┌──
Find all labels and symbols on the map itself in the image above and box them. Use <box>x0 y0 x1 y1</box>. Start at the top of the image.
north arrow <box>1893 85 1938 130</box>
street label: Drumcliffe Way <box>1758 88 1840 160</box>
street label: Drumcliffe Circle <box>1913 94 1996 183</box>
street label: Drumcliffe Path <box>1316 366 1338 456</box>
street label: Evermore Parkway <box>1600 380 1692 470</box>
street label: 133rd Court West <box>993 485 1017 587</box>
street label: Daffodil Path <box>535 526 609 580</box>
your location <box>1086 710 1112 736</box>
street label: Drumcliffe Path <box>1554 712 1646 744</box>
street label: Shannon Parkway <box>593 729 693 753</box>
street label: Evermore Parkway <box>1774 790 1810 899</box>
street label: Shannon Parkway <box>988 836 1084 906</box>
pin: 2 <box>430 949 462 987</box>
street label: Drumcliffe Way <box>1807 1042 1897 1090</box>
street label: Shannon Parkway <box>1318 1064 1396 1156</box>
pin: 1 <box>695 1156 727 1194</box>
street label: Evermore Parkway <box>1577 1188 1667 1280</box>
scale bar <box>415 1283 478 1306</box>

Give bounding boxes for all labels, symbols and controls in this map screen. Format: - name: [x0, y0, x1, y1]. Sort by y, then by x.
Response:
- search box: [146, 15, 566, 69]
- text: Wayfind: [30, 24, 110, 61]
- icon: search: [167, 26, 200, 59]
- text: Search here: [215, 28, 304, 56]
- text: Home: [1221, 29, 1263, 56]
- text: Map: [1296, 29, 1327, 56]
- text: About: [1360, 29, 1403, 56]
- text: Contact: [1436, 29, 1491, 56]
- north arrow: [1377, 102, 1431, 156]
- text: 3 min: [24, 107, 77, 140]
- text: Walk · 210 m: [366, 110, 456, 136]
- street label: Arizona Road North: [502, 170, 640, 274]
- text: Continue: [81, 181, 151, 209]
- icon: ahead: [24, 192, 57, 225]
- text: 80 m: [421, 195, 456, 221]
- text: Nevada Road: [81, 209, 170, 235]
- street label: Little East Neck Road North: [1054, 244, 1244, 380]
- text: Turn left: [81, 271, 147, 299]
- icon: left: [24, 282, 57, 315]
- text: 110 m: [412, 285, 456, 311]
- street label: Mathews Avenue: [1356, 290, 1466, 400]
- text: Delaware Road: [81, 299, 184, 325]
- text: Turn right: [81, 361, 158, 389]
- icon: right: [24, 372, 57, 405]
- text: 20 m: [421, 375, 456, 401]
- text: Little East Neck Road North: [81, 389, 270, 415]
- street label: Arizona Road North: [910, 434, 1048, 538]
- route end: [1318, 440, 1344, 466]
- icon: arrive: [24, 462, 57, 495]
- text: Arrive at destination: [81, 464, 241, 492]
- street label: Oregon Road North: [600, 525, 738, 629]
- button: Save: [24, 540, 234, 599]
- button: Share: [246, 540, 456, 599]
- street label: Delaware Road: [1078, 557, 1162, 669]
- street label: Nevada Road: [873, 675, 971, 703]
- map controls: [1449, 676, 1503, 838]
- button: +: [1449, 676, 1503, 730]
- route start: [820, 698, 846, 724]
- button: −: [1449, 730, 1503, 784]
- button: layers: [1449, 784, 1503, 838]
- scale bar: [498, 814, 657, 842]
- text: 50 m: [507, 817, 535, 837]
└──
With no line omitted, copy all the data exactly.

Find all labels and symbols on the map itself in the image above and box them. Use <box>x0 y0 x1 y1</box>. Start at the top of the image.
north arrow <box>1893 85 1938 130</box>
street label: Drumcliffe Way <box>1758 88 1840 160</box>
street label: Drumcliffe Circle <box>1913 94 1996 183</box>
street label: Drumcliffe Path <box>1316 366 1338 456</box>
street label: Evermore Parkway <box>1600 380 1692 470</box>
street label: 133rd Court West <box>993 485 1017 587</box>
street label: Daffodil Path <box>535 526 609 580</box>
your location <box>1086 710 1112 736</box>
street label: Drumcliffe Path <box>1554 712 1646 744</box>
street label: Shannon Parkway <box>593 729 693 753</box>
street label: Evermore Parkway <box>1774 790 1810 899</box>
street label: Shannon Parkway <box>988 836 1084 906</box>
pin: 2 <box>430 949 462 987</box>
street label: Drumcliffe Way <box>1807 1042 1897 1090</box>
street label: Shannon Parkway <box>1318 1064 1396 1156</box>
pin: 1 <box>695 1156 727 1194</box>
street label: Evermore Parkway <box>1577 1188 1667 1280</box>
scale bar <box>415 1283 478 1306</box>

Give bounding boxes for all labels, symbols and controls in this map screen. Format: - name: [x0, y0, x1, y1]. Sort by y, then by x.
Response:
- search box: [146, 15, 566, 69]
- text: Wayfind: [30, 24, 110, 61]
- icon: search: [167, 26, 200, 59]
- text: Search here: [215, 28, 304, 56]
- text: Home: [1221, 29, 1263, 56]
- text: Map: [1296, 29, 1327, 56]
- text: About: [1360, 29, 1403, 56]
- text: Contact: [1436, 29, 1491, 56]
- north arrow: [1377, 102, 1431, 156]
- text: 3 min: [24, 107, 77, 140]
- text: Walk · 210 m: [366, 110, 456, 136]
- street label: Arizona Road North: [502, 170, 640, 274]
- text: Continue: [81, 181, 151, 209]
- icon: ahead: [24, 192, 57, 225]
- text: 80 m: [421, 195, 456, 221]
- text: Nevada Road: [81, 209, 170, 235]
- street label: Little East Neck Road North: [1054, 244, 1244, 380]
- text: Turn left: [81, 271, 147, 299]
- icon: left: [24, 282, 57, 315]
- text: 110 m: [412, 285, 456, 311]
- street label: Mathews Avenue: [1356, 290, 1466, 400]
- text: Delaware Road: [81, 299, 184, 325]
- text: Turn right: [81, 361, 158, 389]
- icon: right: [24, 372, 57, 405]
- text: 20 m: [421, 375, 456, 401]
- text: Little East Neck Road North: [81, 389, 270, 415]
- street label: Arizona Road North: [910, 434, 1048, 538]
- route end: [1318, 440, 1344, 466]
- icon: arrive: [24, 462, 57, 495]
- text: Arrive at destination: [81, 464, 241, 492]
- street label: Oregon Road North: [600, 525, 738, 629]
- button: Save: [24, 540, 234, 599]
- button: Share: [246, 540, 456, 599]
- street label: Delaware Road: [1078, 557, 1162, 669]
- street label: Nevada Road: [873, 675, 971, 703]
- map controls: [1449, 676, 1503, 838]
- button: +: [1449, 676, 1503, 730]
- route start: [820, 698, 846, 724]
- button: −: [1449, 730, 1503, 784]
- button: layers: [1449, 784, 1503, 838]
- scale bar: [498, 814, 657, 842]
- text: 50 m: [507, 817, 535, 837]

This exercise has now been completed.